*** Begin section ***

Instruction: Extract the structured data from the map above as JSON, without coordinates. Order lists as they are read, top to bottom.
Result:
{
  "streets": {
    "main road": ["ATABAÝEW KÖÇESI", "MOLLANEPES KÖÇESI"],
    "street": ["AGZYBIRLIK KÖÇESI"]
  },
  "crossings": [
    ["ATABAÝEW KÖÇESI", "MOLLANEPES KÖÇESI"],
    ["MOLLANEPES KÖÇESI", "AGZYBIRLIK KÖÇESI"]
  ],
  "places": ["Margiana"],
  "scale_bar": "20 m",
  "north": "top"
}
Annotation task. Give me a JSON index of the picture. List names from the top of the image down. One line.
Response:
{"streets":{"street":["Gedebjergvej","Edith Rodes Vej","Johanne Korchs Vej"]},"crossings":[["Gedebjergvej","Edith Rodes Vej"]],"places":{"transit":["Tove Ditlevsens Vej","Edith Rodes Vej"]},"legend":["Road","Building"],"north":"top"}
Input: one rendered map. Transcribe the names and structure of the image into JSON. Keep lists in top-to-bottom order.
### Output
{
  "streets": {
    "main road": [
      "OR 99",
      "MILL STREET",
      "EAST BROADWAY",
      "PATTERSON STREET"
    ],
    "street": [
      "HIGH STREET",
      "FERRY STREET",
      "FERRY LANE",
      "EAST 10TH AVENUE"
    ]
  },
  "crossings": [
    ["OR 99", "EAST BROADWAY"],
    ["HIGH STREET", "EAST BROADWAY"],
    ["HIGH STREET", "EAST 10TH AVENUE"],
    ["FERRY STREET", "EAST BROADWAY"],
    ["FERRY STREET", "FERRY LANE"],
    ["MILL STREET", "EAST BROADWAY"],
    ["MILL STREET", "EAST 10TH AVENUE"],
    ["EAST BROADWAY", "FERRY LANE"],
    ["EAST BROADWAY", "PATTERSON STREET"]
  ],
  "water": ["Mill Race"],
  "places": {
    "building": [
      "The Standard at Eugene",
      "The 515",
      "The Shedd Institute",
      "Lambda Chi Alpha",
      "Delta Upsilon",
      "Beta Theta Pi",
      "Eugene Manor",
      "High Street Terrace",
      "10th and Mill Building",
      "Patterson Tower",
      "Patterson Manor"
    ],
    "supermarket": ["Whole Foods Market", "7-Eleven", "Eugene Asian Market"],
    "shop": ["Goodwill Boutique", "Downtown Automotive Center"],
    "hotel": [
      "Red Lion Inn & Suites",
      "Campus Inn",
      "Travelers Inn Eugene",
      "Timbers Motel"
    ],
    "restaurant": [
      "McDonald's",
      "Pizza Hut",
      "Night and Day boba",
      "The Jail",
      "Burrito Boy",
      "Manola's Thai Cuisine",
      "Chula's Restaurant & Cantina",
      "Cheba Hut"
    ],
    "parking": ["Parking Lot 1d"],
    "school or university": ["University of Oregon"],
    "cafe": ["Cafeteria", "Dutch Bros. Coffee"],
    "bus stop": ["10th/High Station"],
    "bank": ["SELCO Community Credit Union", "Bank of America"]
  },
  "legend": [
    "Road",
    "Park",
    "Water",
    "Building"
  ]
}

*** End section ***

● Problem requirements:
Among the records, find all lines that include the string "JSON" and return them.

● Written answer:
Instruction: Extract the structured data from the map above as JSON, without coordinates. Order lists as they are read, top to bottom.
Annotation task. Give me a JSON index of the picture. List names from the top of the image down. One line.
Input: one rendered map. Transcribe the names and structure of the image into JSON. Keep lists in top-to-bottom order.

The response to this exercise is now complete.